ASSIGNMENT:
Return all of the data verbatim, dropping any picture.

DATA TO PROCESS:
+ + + + + + +

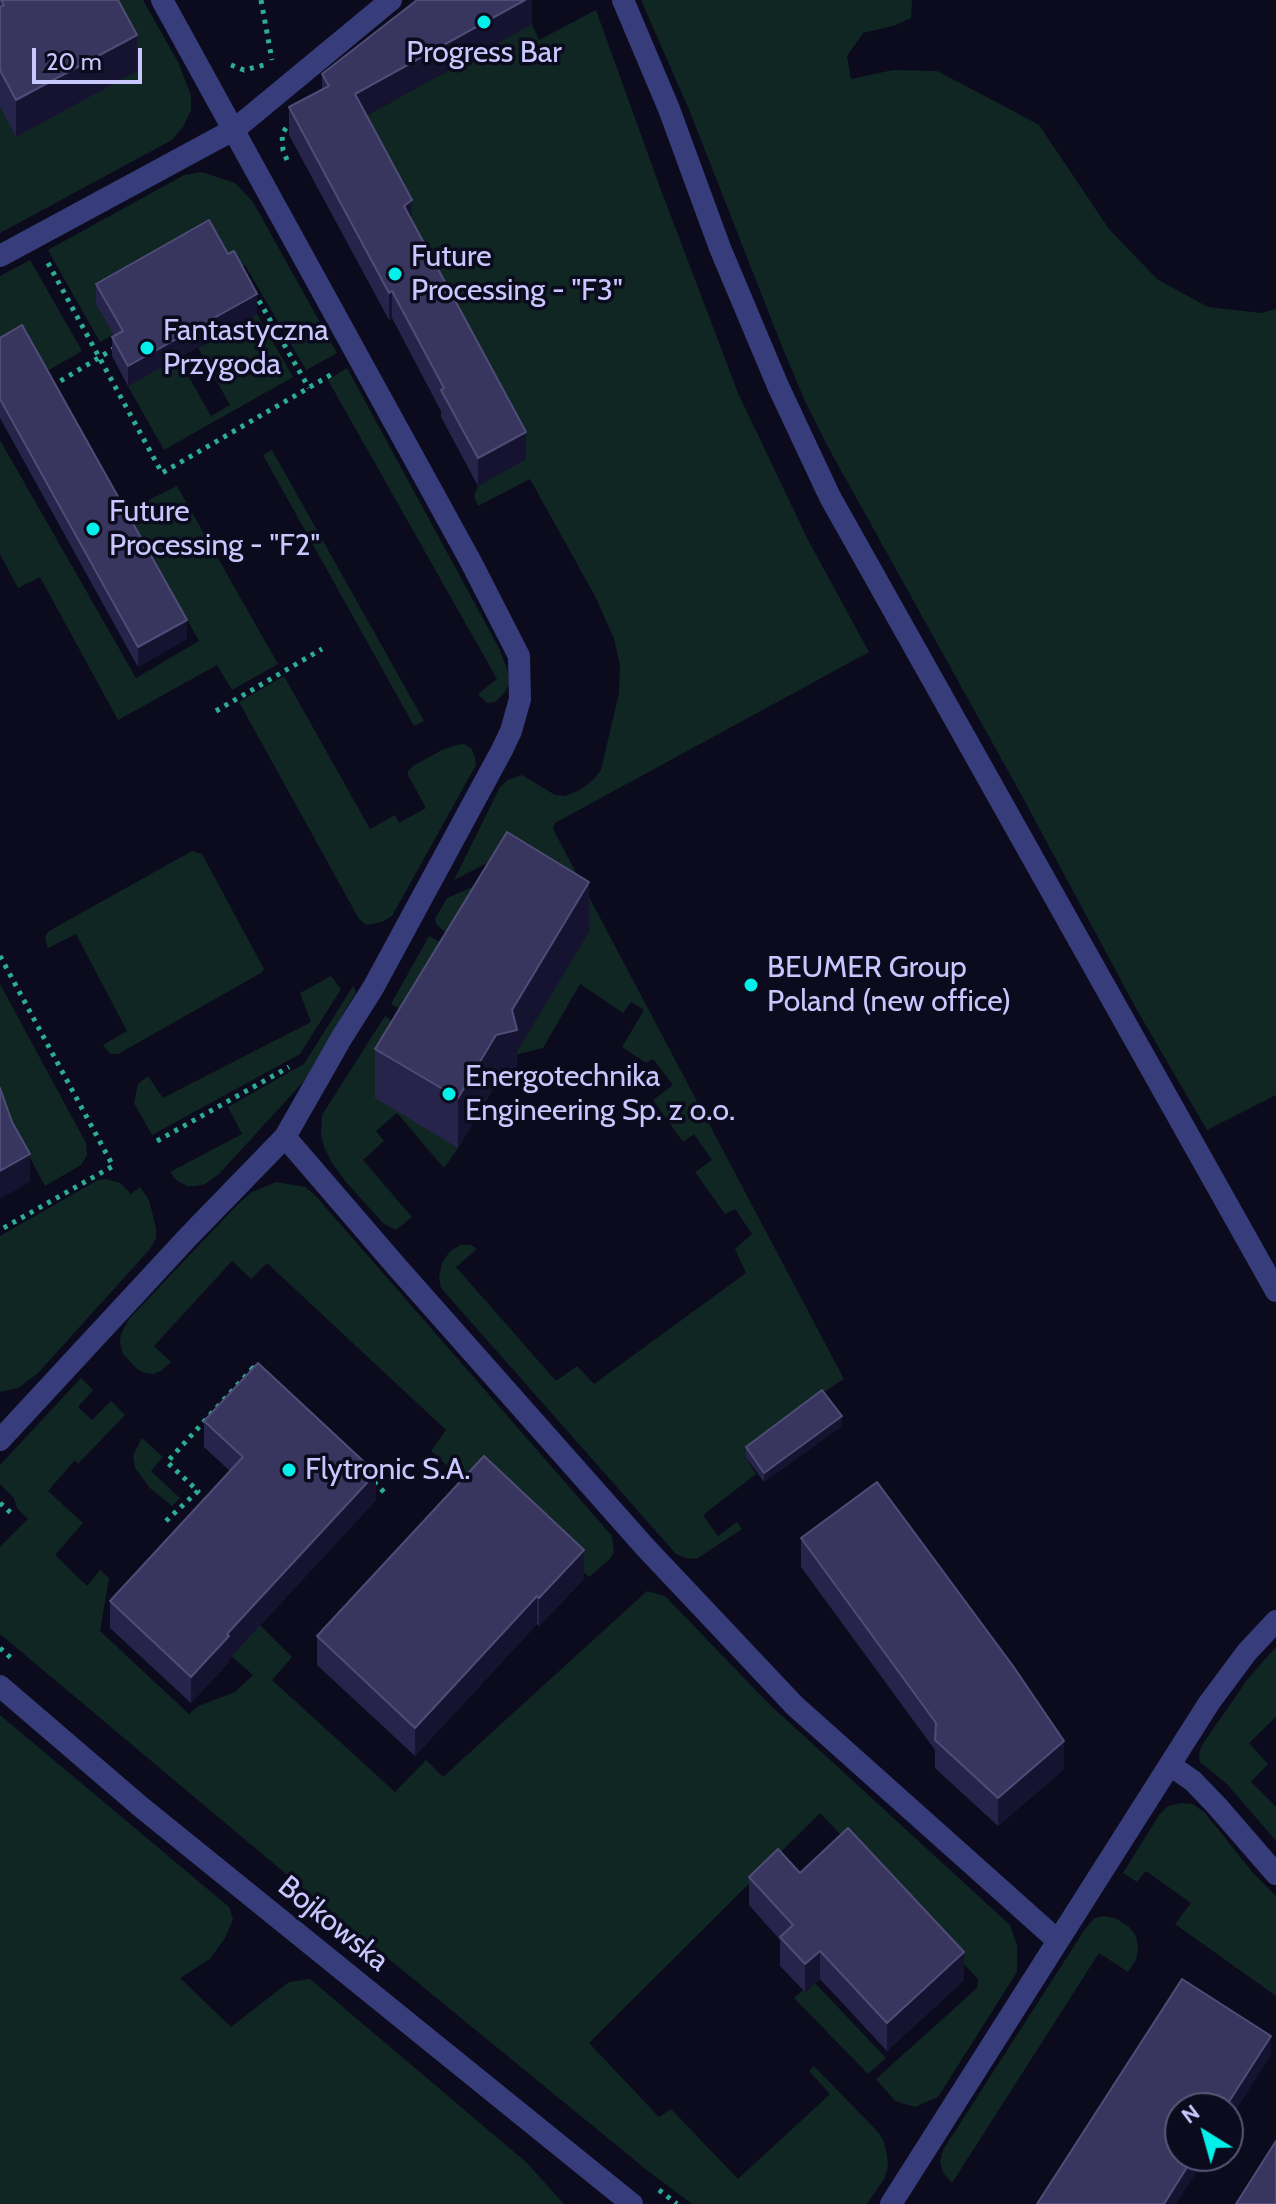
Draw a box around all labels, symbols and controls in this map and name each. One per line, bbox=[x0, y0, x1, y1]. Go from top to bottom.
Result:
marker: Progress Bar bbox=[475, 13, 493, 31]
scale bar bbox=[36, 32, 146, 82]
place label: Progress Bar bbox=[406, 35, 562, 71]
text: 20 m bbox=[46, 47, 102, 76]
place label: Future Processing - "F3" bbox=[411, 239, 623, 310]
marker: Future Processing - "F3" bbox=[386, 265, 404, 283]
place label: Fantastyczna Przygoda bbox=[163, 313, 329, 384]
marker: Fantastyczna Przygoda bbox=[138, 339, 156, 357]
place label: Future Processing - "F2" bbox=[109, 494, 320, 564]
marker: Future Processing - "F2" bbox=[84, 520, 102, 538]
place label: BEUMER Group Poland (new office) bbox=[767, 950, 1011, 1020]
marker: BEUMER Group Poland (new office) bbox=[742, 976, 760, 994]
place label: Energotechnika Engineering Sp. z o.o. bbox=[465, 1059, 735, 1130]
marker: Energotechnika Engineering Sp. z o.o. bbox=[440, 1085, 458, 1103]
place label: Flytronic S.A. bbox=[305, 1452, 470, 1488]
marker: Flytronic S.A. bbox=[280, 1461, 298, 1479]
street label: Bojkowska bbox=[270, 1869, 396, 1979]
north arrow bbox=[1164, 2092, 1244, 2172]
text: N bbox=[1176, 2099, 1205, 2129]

+ + + + + + +

REPLY:
Draw a box around all labels, symbols and controls in this map and name each. One per line, bbox=[x0, y0, x1, y1]. Go from top to bottom.
Result:
marker: Progress Bar bbox=[475, 13, 493, 31]
scale bar bbox=[36, 32, 146, 82]
place label: Progress Bar bbox=[406, 35, 562, 71]
text: 20 m bbox=[46, 47, 102, 76]
place label: Future Processing - "F3" bbox=[411, 239, 623, 310]
marker: Future Processing - "F3" bbox=[386, 265, 404, 283]
place label: Fantastyczna Przygoda bbox=[163, 313, 329, 384]
marker: Fantastyczna Przygoda bbox=[138, 339, 156, 357]
place label: Future Processing - "F2" bbox=[109, 494, 320, 564]
marker: Future Processing - "F2" bbox=[84, 520, 102, 538]
place label: BEUMER Group Poland (new office) bbox=[767, 950, 1011, 1020]
marker: BEUMER Group Poland (new office) bbox=[742, 976, 760, 994]
place label: Energotechnika Engineering Sp. z o.o. bbox=[465, 1059, 735, 1130]
marker: Energotechnika Engineering Sp. z o.o. bbox=[440, 1085, 458, 1103]
place label: Flytronic S.A. bbox=[305, 1452, 470, 1488]
marker: Flytronic S.A. bbox=[280, 1461, 298, 1479]
street label: Bojkowska bbox=[270, 1869, 396, 1979]
north arrow bbox=[1164, 2092, 1244, 2172]
text: N bbox=[1176, 2099, 1205, 2129]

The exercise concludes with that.